I agree entirely. The measure will impact on small businesses, not the big part of the sector, and that is why the Financial Secretary should have been mindful of the commitments people have to make to gain qualifications in the sector. One IFA, in particular, heard the Minister’s comments and blogged:
“I’ve just spent 70 hours revision to pass RO1. Nobody has paid me for my lost time. Nobody has asked me 1 of the 100 questions in the exam for the last 22 years. This guy”—
the Financial Secretary—
“needs to get in the real world.”
That leads me to my main contention: the proposals and timetable to increase the qualifications needed to participate in this sector of the economy are not sensible. Exams and qualifications in the sector are not new, but the proposal to introduce new rules that effectively force people to re-sit exams without taking account of their experience or, most importantly, clean regulatory record is patently unfair. Moreover, the sector will not be able to absorb the cost of revalidation; instead, as other contributors have said, it will be passed on to the customer in the shape of higher fees.
Others have also mentioned that many professional groups in the United Kingdom are not asked to revalidate, so I seriously wonder why we are trying to isolate this particular sector. Why, as other hon. Members have asked, do we want to take away that valuable experience from that important part of the economy?
Our time is limited, and there is a limit of six minutes on each contribution, but I too want to mention one individual who has contacted me in the lead-up to the debate. He is an old friend of mine, a next-door neighbour, and it is important that we bring our experiences to the House when we discuss such issues. Jim Hunter sells financial products, and he contacted me, but he did not complain about the need for transparency, fairness or greater clarity. In fact, having done business with Jim, I know that he had all those ingredients many years ago. Indeed, I am sure that many people who have contacted hon. Members are in exactly the same boat.
Jim was talking to a colleague recently at a meeting. The gentleman is 60 years old, with more than 30 years’ experience in the industry, and if he sat the proposed exams he would be 63 before he finished them. Jim explained that that person would be lost to the industry and have to retire before his time, because he would not study at that time of his life. There are many people like that, trying to make a living for themselves in difficult times, and that ability to earn a living in this important part of our economy will effectively be taken away from them without any real benefit to the economy itself.

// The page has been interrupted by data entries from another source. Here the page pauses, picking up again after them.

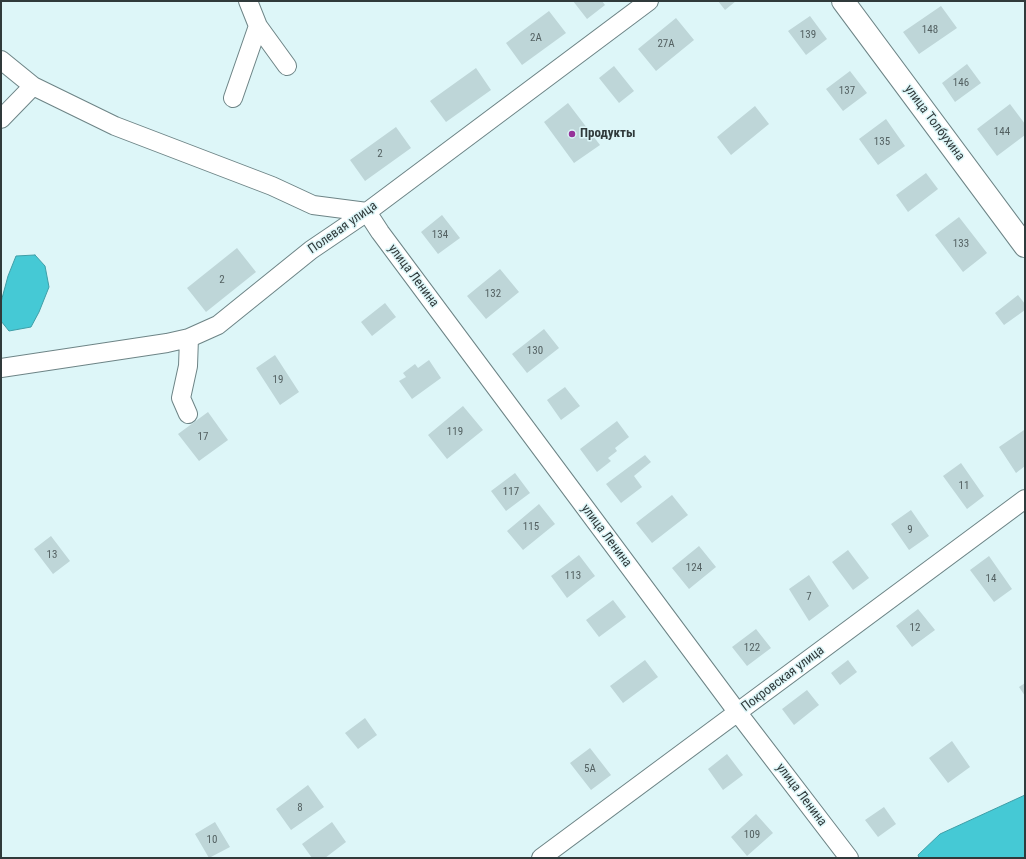 <!DOCTYPE html>
<meta charset="utf-8">
<style>
body{margin:0}
#map{position:relative;width:1026px;height:859px;overflow:hidden;background:#ddf6f8;font-family:"Roboto Condensed",sans-serif}
canvas{display:block}
.frame{position:absolute;inset:0;border:2px solid #303a3b;pointer-events:none}
</style>
<div id="map">
<canvas width="1026" height="859"></canvas>
<div class="frame"></div>
</div>
<script>
const ctx = document.querySelector('canvas').getContext('2d');
ctx.lineJoin = 'round';
function fill(path, color) { ctx.fillStyle = color; ctx.fill(path, 'evenodd'); }
const toPath = rows => new Path2D(rows.map(r => 'M' + r).join(''));
function trace(path, color, width, dash) { ctx.strokeStyle = color; ctx.lineWidth = width; ctx.lineCap = dash ? 'butt' : 'round'; ctx.setLineDash(dash || []); ctx.stroke(path); }
function label(font, color, halo, rows, align = 'center') {
  ctx.font = font + ' "Roboto Condensed",sans-serif'; ctx.lineWidth = 3; ctx.setLineDash([]); ctx.textBaseline = 'middle'; ctx.strokeStyle = halo; ctx.fillStyle = color; for (const [text, x, y, turn = 0] of rows) {
    ctx.save(); ctx.translate(x, y); ctx.rotate((+turn || 0) * Math.PI / 180); ctx.textAlign = isNaN(turn) ? turn : align; if (halo) ctx.strokeText(text, 0, 0); ctx.fillText(text, 0, 0); ctx.restore();
  }
}
const water = toPath([
 [35,255,45,266,49,287,39,312,31,327,9,331,1,321,1,302,8,276,16,256,35,255],
 [1025,795,1025,858,919,858,918,855,940,834,1025,795]
]);
fill(water, '#45c9d5');
trace(water, '#3f9ea7', 1);
fill(toPath([
 [573,1,602,1,605,5,587,19],
 [718,1,736,1,725,10],
 [941,6,957,28,919,54,903,32],
 [549,11,566,33,522,65,506,43],
 [810,16,827,39,806,55,788,31],
 [676,18,694,40,656,71,638,49],
 [967,64,981,83,955,102,942,83],
 [614,66,634,91,619,103,599,78],
 [476,68,491,90,446,122,430,101],
 [850,71,867,93,843,111,826,89],
 [568,103,600,145,574,163,544,122],
 [1010,104,1025,124,1025,135,997,156,977,129],
 [755,106,769,124,731,155,717,137],
 [886,119,905,146,878,165,859,139],
 [396,127,411,148,365,181,350,160],
 [926,173,938,189,908,212,896,195],
 [442,215,460,238,438,254,421,232],
 [959,217,987,253,963,272,935,235],
 [237,248,256,272,206,312,187,288],
 [500,269,519,292,486,319,467,296],
 [1018,295,1025,304,1025,310,1004,325,995,313],
 [385,303,396,317,372,336,361,322],
 [544,329,559,348,527,373,512,354],
 [275,355,299,392,280,405,256,368],
 [429,360,441,378,412,399,399,381,406,377,403,373,415,364,418,368],
 [565,387,580,406,561,420,547,400],
 [463,406,483,430,447,459,428,435],
 [208,412,228,440,199,461,178,434],
 [617,421,629,437,615,448,617,451,608,458,611,461,597,472,580,449],
 [1024,430,1025,432,1025,466,1016,473,999,447],
 [645,455,651,462,634,476,642,487,621,503,606,484],
 [961,463,984,496,967,509,943,476],
 [515,473,530,493,506,511,491,491],
 [672,495,688,515,652,543,636,523],
 [539,504,555,524,523,550,507,531],
 [911,510,929,536,909,550,891,524],
 [51,536,70,561,53,574,34,549],
 [699,546,716,567,689,589,672,568],
 [848,550,869,578,853,590,832,562],
 [579,555,595,576,567,598,551,576],
 [989,556,1012,589,994,602,970,570],
 [809,575,829,606,809,621,789,589],
 [613,600,626,617,599,637,586,620],
 [918,609,935,630,912,647,896,626],
 [756,629,771,648,747,666,732,647],
 [645,660,658,677,623,703,610,686],
 [848,660,857,672,840,685,831,673],
 [1025,683,1025,696,1019,687],
 [807,690,819,705,794,725,782,709],
 [365,718,377,735,358,749,345,733],
 [952,741,970,767,948,783,929,758],
 [590,748,611,775,591,790,570,763],
 [727,754,743,775,723,790,708,769],
 [308,785,324,807,291,830,276,809],
 [884,807,896,824,878,837,865,820],
 [756,814,773,833,747,856,731,837],
 [215,822,230,847,209,858,195,834],
 [332,822,346,842,325,858,312,858,302,844]
]), '#bed6d8');
const minor = toPath([
 [258,26,287,66],
 [1,60,33,86,115,126,272,186,313,205,367,212],
 [233,98,258,26,248,1],
 [1,119,33,86],
 [367,212,380,232,738,713,849,858],
 [1,368,167,343,189,338,218,325,311,250,367,212,649,1],
 [188,414,181,398,188,366,189,338],
 [541,858,1025,499]
]);
const major = toPath([
 [843,1,1025,246]
]);
trace(minor, '#6d8486', 20);
trace(major, '#6d8486', 24);
trace(minor, '#fff', 18);
trace(major, '#fff', 22);
for (const [x, y, r, color] of [
 [572,134,4,"#963399"]
]) { const dot = new Path2D(); dot.arc(x, y, r, 0, 2 * Math.PI); ctx.fillStyle = color; ctx.fill(dot); trace(dot, '#ddf6f8', 1.5); }
label('11px', '#546162', null, [
 ["148",930,30],
 ["139",808,35],
 ["2А",536,38],
 ["27А",666,44],
 ["146",961,83],
 ["137",847,91],
 ["144",1002,132],
 ["135",882,142],
 ["2",380,154],
 ["134",440,235],
 ["133",961,244],
 ["2",222,280],
 ["132",493,294],
 ["130",535,351],
 ["19",278,380],
 ["119",455,432],
 ["17",203,437],
 ["11",964,486],
 ["117",511,492],
 ["115",531,527],
 ["9",910,530],
 ["13",52,555],
 ["124",694,568],
 ["113",573,576],
 ["14",991,579],
 ["7",809,597],
 ["12",915,628],
 ["122",752,648],
 ["5А",590,769],
 ["8",300,808],
 ["109",752,835],
 ["10",212,840]
]);
label('13px', '#303a3b', '#ddf6f8', [
 ["улица Толбухина",934,123,53],
 ["Полевая улица",343,228,-35],
 ["улица Ленина",413,276,53],
 ["улица Ленина",606,536,53],
 ["Покровская улица",783,679,-37],
 ["улица Ленина",801,795,53]
]);
label('bold 13px', '#303a3b', '#ddf6f8', [
 ["Продукты",580,134]
], 'left');
</script>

Does the hon. Gentleman agree that, although the RDR was introduced with every good intention, further work should be suspended until there has been a full cost-benefit analysis of its impact on the IFA community and, indeed, on consumers?
I do not think that that point is unreasonable at all, and it could be taken on board.

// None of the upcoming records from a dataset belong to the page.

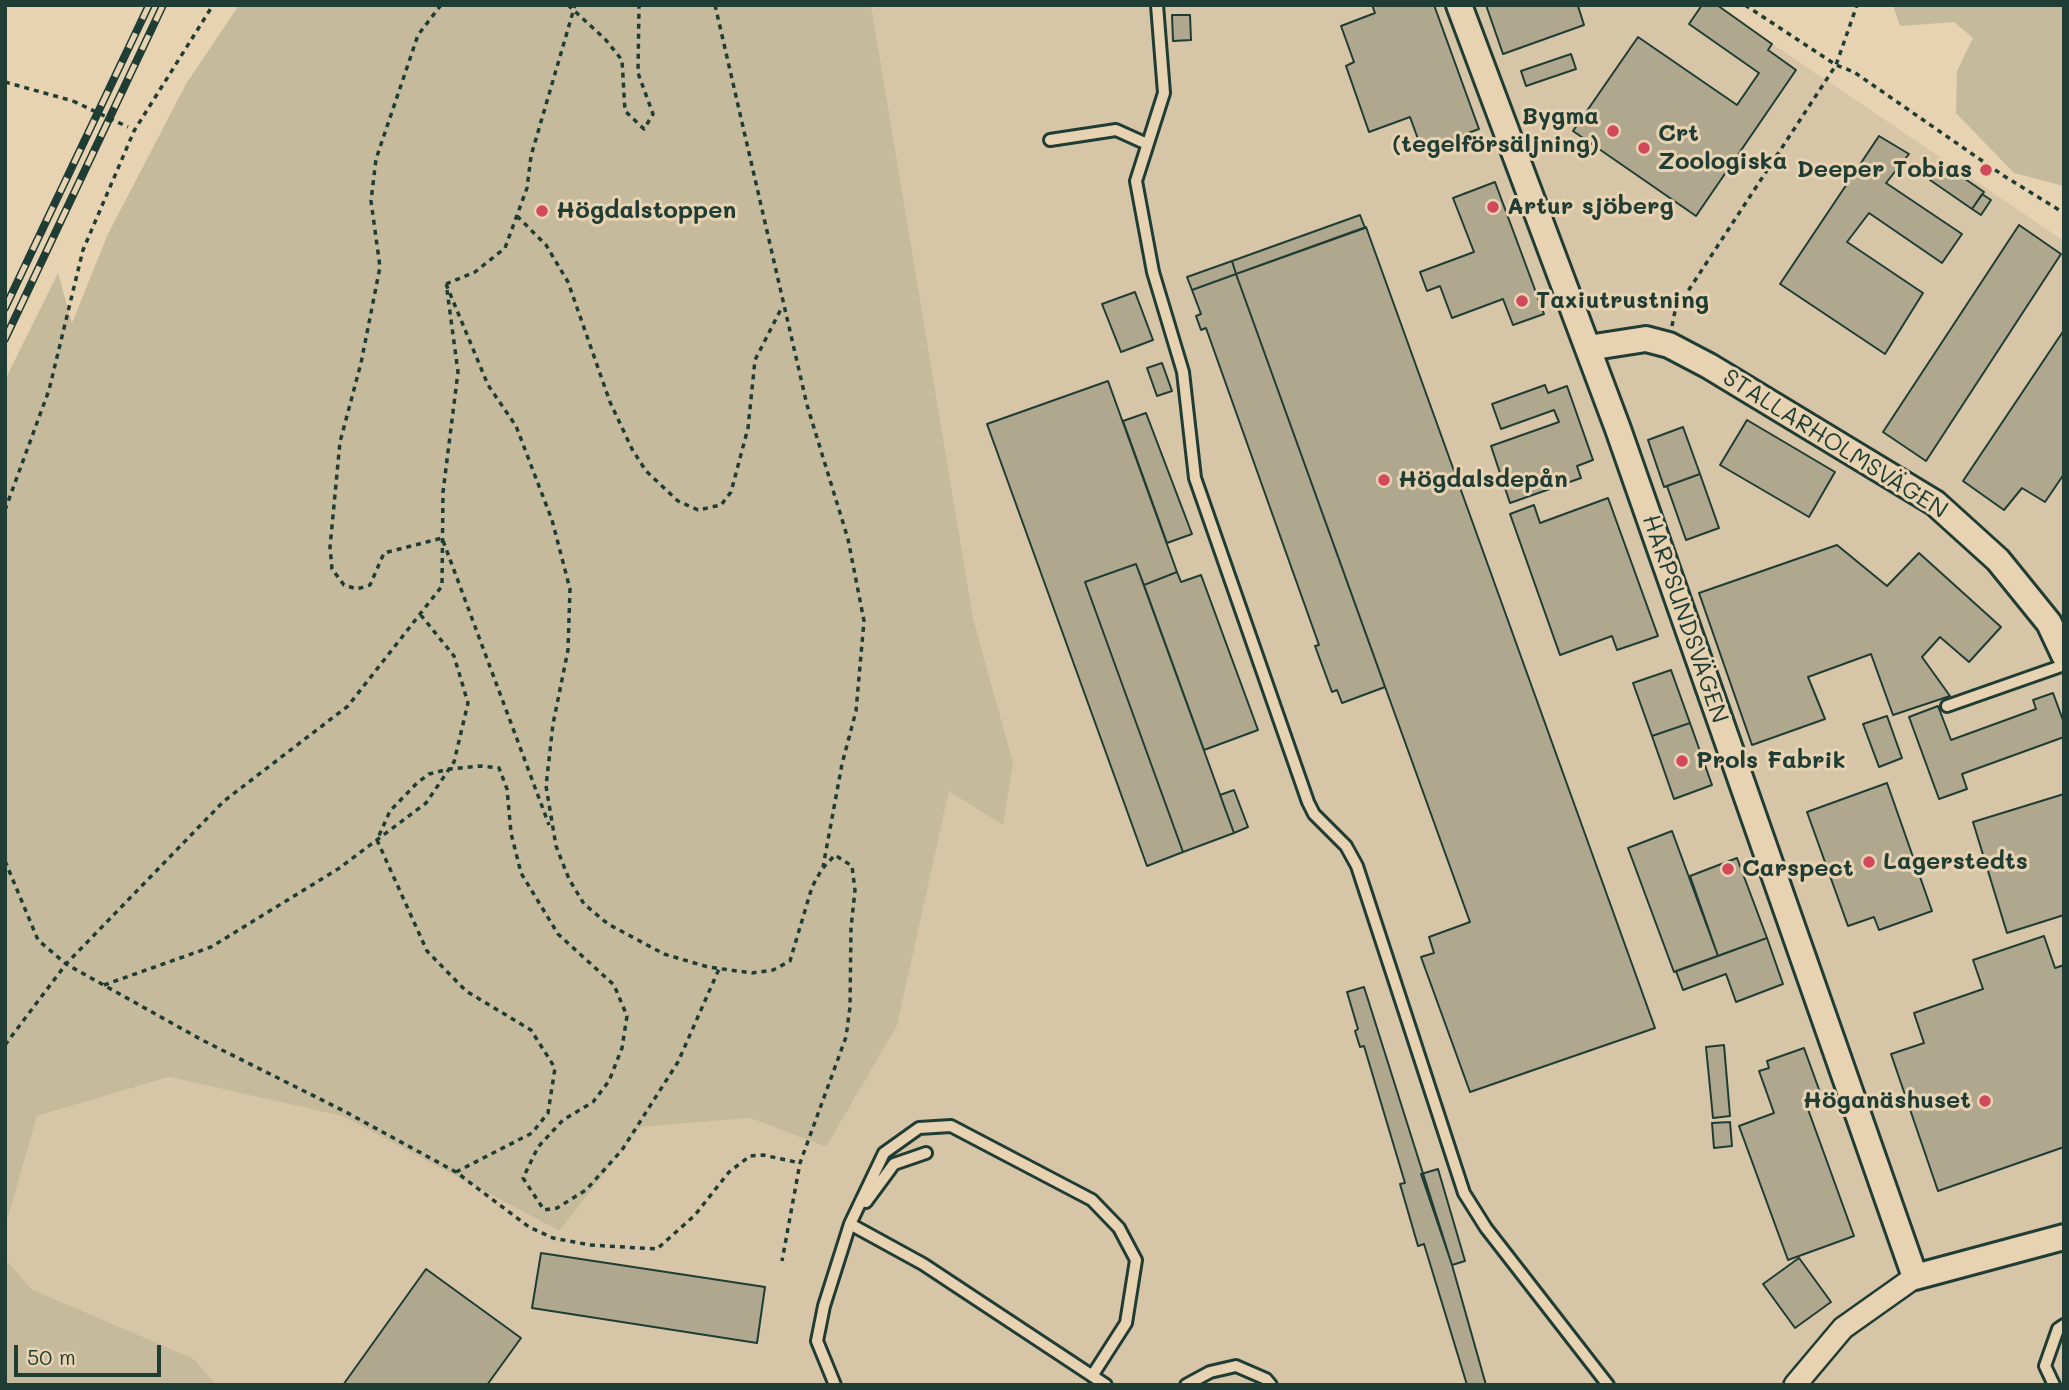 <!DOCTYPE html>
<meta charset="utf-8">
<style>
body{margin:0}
#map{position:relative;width:2069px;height:1390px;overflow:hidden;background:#e7d2b1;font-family:Mali,sans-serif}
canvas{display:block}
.frame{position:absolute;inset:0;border:7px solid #1f3d34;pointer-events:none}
.scale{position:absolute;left:14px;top:1345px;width:147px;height:32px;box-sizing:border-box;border:4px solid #1f3d34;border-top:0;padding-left:9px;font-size:21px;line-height:24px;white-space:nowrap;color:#1f3d34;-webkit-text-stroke:5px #e7d2b1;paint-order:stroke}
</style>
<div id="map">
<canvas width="2069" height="1390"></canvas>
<div class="frame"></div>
<div class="scale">50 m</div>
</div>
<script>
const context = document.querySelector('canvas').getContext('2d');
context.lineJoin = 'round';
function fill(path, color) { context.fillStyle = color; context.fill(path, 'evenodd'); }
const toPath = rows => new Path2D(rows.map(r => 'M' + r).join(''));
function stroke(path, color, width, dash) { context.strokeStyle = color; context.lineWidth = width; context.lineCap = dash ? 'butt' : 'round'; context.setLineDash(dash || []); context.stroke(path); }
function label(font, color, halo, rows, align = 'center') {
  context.font = font + ' Mali,sans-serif'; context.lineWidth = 6; context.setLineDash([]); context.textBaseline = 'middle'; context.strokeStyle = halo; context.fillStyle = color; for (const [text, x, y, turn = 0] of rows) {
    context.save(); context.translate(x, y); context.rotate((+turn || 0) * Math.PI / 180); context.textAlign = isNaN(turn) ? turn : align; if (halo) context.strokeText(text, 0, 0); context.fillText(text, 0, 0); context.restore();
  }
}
fill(toPath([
 [871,5,1715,5,2064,241,2064,1385,216,1385,194,1359,31,1289,5,1258,5,1228,37,1116,169,1077,342,1116,558,1231,641,1127,750,1118,826,1147,897,1026,949,790,1013,762,973,618]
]), '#d6c5a6');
fill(toPath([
 [239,5,871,5,973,618,1013,762,1003,825,949,791,897,1026,826,1147,750,1118,641,1127,559,1231,342,1116,169,1077,37,1116,5,1228,5,380,58,273,72,323,108,234,186,84],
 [1893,5,2064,5,2064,186,2014,173,1956,113,1957,71,1973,38,1954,22,1900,26],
 [5,1258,31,1289,194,1359,216,1385,5,1385]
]), '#c6ba9c');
const building = toPath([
 [1372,5,1434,5,1479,129,1422,150,1410,117,1369,132,1346,66,1354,62,1341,26,1375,13,1372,5],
 [1486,5,1581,5,1578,6,1584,25,1503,54,1486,5],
 [1702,5,1717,5,1772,44,1768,50,1796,70,1696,216,1573,131,1638,37,1737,105,1759,73,1689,24,1702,5],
 [1172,15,1190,15,1191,40,1173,41,1172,15],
 [1571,54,1576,69,1526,86,1521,71,1571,54],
 [1879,136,1909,154,1886,183,1962,234,1942,263,1869,213,1847,242,1923,293,1885,354,1780,284,1879,136],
 [1942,163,1984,192,1972,209,1930,180,1942,163],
 [1495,182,1544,314,1513,325,1503,299,1452,318,1440,286,1427,291,1420,272,1474,252,1453,198,1495,182],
 [1982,194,1991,200,1981,215,1972,209,1982,194],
 [1360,215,1365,228,1236,274,1232,261,1360,215],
 [2019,225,2061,254,1926,461,1883,432,2019,225],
 [1366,227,1655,1028,1470,1092,1421,957,1434,953,1429,937,1470,922,1236,274,1366,227],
 [1232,261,1236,274,1192,290,1187,277,1232,261],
 [1236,274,1385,687,1342,703,1337,690,1332,692,1315,646,1319,645,1206,328,1201,330,1196,316,1201,314,1192,290,1236,274],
 [1135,292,1153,340,1121,352,1102,304,1135,292],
 [2064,330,2064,474,2045,502,2022,488,2004,510,1963,481,2064,330],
 [1162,363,1172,391,1157,396,1147,368,1162,363],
 [1108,381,1177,572,1144,585,1136,564,1085,582,1183,852,1147,866,987,424,1108,381],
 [1545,385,1548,393,1567,386,1593,460,1577,466,1581,478,1510,503,1491,446,1559,422,1554,410,1501,429,1492,404,1545,385],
 [1146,413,1192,534,1167,543,1123,421,1146,413],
 [1747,420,1835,472,1809,517,1720,465,1747,420],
 [1683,427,1700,474,1664,487,1648,440,1683,427],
 [1700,474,1719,528,1686,540,1667,486,1700,474],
 [1608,498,1658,636,1617,650,1612,636,1560,655,1510,514,1534,505,1540,523,1608,498],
 [1837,545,1887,586,1919,553,2001,627,1969,662,1940,637,1922,657,1950,696,1893,715,1871,654,1808,677,1825,719,1752,745,1699,593,1837,545],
 [1136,564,1234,833,1183,852,1085,582,1136,564],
 [1177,572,1181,582,1201,575,1258,730,1204,750,1144,585,1177,572],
 [1671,670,1690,723,1652,736,1633,683,1671,670],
 [2053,693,2064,723,2064,737,1962,774,1967,789,1939,799,1909,717,1938,706,1951,740,2036,709,2033,700,2053,693],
 [1887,716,1902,758,1879,767,1863,724,1887,716],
 [1690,723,1712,785,1674,799,1652,736,1690,723],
 [1887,783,1932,911,1879,930,1874,917,1848,926,1807,812,1887,783],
 [1234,790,1248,827,1234,833,1220,795,1234,790],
 [2064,794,2064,915,2007,933,1973,822,2064,794],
 [1672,831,1718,956,1674,972,1628,848,1672,831],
 [1737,858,1767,938,1718,956,1690,876,1737,858],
 [2044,936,2055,968,2064,965,2064,1147,1938,1191,1891,1054,1924,1043,1914,1013,1983,989,1973,960,2044,936],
 [1767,938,1783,984,1736,1002,1726,974,1683,990,1676,971,1767,938],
 [1364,987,1452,1265,1486,1385,1467,1385,1424,1244,1418,1246,1400,1184,1405,1183,1364,1046,1360,1047,1355,1031,1358,1029,1347,992,1364,987],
 [1724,1045,1730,1116,1713,1118,1706,1047,1724,1045],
 [1804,1048,1821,1095,1805,1101,1854,1236,1788,1260,1739,1126,1774,1113,1759,1071,1769,1068,1767,1061,1804,1048],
 [1730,1122,1732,1146,1714,1148,1712,1123,1730,1122],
 [1438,1169,1465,1261,1452,1265,1421,1174,1438,1169],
 [541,1253,765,1287,757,1343,532,1308,541,1253],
 [1799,1258,1831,1302,1795,1328,1763,1284,1799,1258],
 [426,1269,521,1338,487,1385,343,1385,426,1269]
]);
fill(building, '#b0a88e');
stroke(building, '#1f3d34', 2);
const service = toPath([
 [1157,5,1164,93,1136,181,1153,272,1183,372,1195,478,1308,802,1314,814,1346,846,1357,866,1464,1193,1486,1228,1608,1385],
 [1050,140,1116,130,1147,144],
 [1947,706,2064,665],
 [866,1202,894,1164,926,1153],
 [850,1224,923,1264,1106,1385],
 [835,1385,817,1341,824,1306,850,1224,884,1153,919,1128,951,1126,1092,1200,1119,1228,1136,1260,1126,1323,1092,1376],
 [1186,1385,1210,1372,1236,1366,1266,1379,1271,1385],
 [2054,1385,2045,1366,2058,1329,2064,1325]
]);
const minor = toPath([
 [1795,1385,1843,1328,1915,1277]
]);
const tertiary = toPath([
 [1459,5,1618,429,1915,1277,2064,1237],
 [1588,348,1646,339,1669,345,1709,366,1935,503,1998,560,2049,623,2064,655]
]);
stroke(service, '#1f3d34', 16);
stroke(minor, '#1f3d34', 26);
stroke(tertiary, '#1f3d34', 30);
stroke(toPath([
 [441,5,418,35,376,159,371,201,380,267,361,363,340,442,330,547,332,569,344,585,357,589,370,585,384,553,442,538,549,825],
 [568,5,605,39,622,60,625,111,644,129,653,114,638,73,639,5],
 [715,5,807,405,848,539,864,621,856,711,842,764,823,867],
 [1745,5,1836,65,1854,72,2004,176,2064,213],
 [5,82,73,101],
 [517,216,546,245,568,282,610,402,632,449,646,471,678,501,698,510,721,505,731,492,748,428,755,360,782,307],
 [446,284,488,385,516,426,552,520,570,589,568,650,553,724,546,786,556,846,569,879,584,904,608,924,664,954,708,967,752,973,773,970,790,961,812,887,822,869,835,855,852,866,855,890,851,928,850,1007,846,1037,800,1163,782,1261],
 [446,284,475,272,505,248,527,188,531,156,575,5],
 [1672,326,1675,311,1836,65,1857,5],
 [5,510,49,390,83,250,134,131,213,5],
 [5,861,38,940,66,964,202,1040,344,1111,456,1172,529,1227,553,1238,590,1245,657,1249,695,1215,729,1172,750,1156,763,1155,800,1163],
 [104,985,211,947,338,869,426,803,454,762,468,703,454,656,420,614],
 [5,1045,66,964,224,801,348,706,442,586,443,492,458,372,447,290],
 [456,1172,532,1133,548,1113,555,1068,531,1030,466,991,427,951,377,840,390,811,417,783,429,774,449,769,480,766,499,768,507,789,511,833,521,873,558,934,614,985,627,1016,622,1048,609,1081,593,1102,563,1120,538,1147,523,1178,544,1210,557,1208,586,1190,622,1150,678,1062,719,969]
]), '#1f3d34', 3.5, [5, 5]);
stroke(service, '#e7d2b1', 10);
stroke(minor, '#e7d2b1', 21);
stroke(tertiary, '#e7d2b1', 24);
const rail = toPath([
 [5,308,149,5],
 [5,339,163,5]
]);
stroke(rail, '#1f3d34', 8);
stroke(rail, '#e7d2b1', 5, [16]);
stroke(toPath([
 [73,101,128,127]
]), '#1f3d34', 3.5, [5, 5]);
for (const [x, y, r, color] of [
 [1613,131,7,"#d1495b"],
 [1644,148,7,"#d1495b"],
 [1986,170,7,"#d1495b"],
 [1493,207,7,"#d1495b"],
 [542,211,7,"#d1495b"],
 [1522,301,7,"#d1495b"],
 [1384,480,7,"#d1495b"],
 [1682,761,7,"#d1495b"],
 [1869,862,7,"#d1495b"],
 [1728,869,7,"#d1495b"],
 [1985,1101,7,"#d1495b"]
]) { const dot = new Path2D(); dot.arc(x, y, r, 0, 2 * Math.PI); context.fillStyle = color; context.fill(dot); stroke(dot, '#e7d2b1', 2.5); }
label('bold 24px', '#1f3d34', '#e7d2b1', [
 ["Bygma",1599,117,"right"],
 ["(tegelförsäljning)",1599,145,"right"],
 ["Crt",1658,134],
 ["Zoologiska",1658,162],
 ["Deeper Tobias",1972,170,"right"],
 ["Artur sjöberg",1507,207],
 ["Högdalstoppen",556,211],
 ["Taxiutrustning",1536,301],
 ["Högdalsdepån",1398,480],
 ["Prols Fabrik",1696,761],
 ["Lagerstedts",1883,862],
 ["Carspect",1742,869],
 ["Höganäshuset",1971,1101,"right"]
], 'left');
label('24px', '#1f3d34', '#e7d2b1', [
 ["STALLARHOLMSVÄGEN",1835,444,32],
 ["HARPSUNDSVÄGEN",1685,619,71]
]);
</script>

One point has not been mentioned in the debate, but it is an important one to make in the last minute of my speech. The final thing that my constituent said to me is that many IFAs work on trust. That trust takes a long time to build up with individuals. If you take that experience out of the sector, the trust will go. People will be uncomfortable about going to new IFAs because they will have to rebuild the trust all over again. We should be mindful of that.
The RDR is an important piece of work and it is important that we get it right. For that reason, I urge the Minister and members of the Select Committee to take the comments away, recognise the need for common sense to prevail and work with the industry to come to a common-sense solution.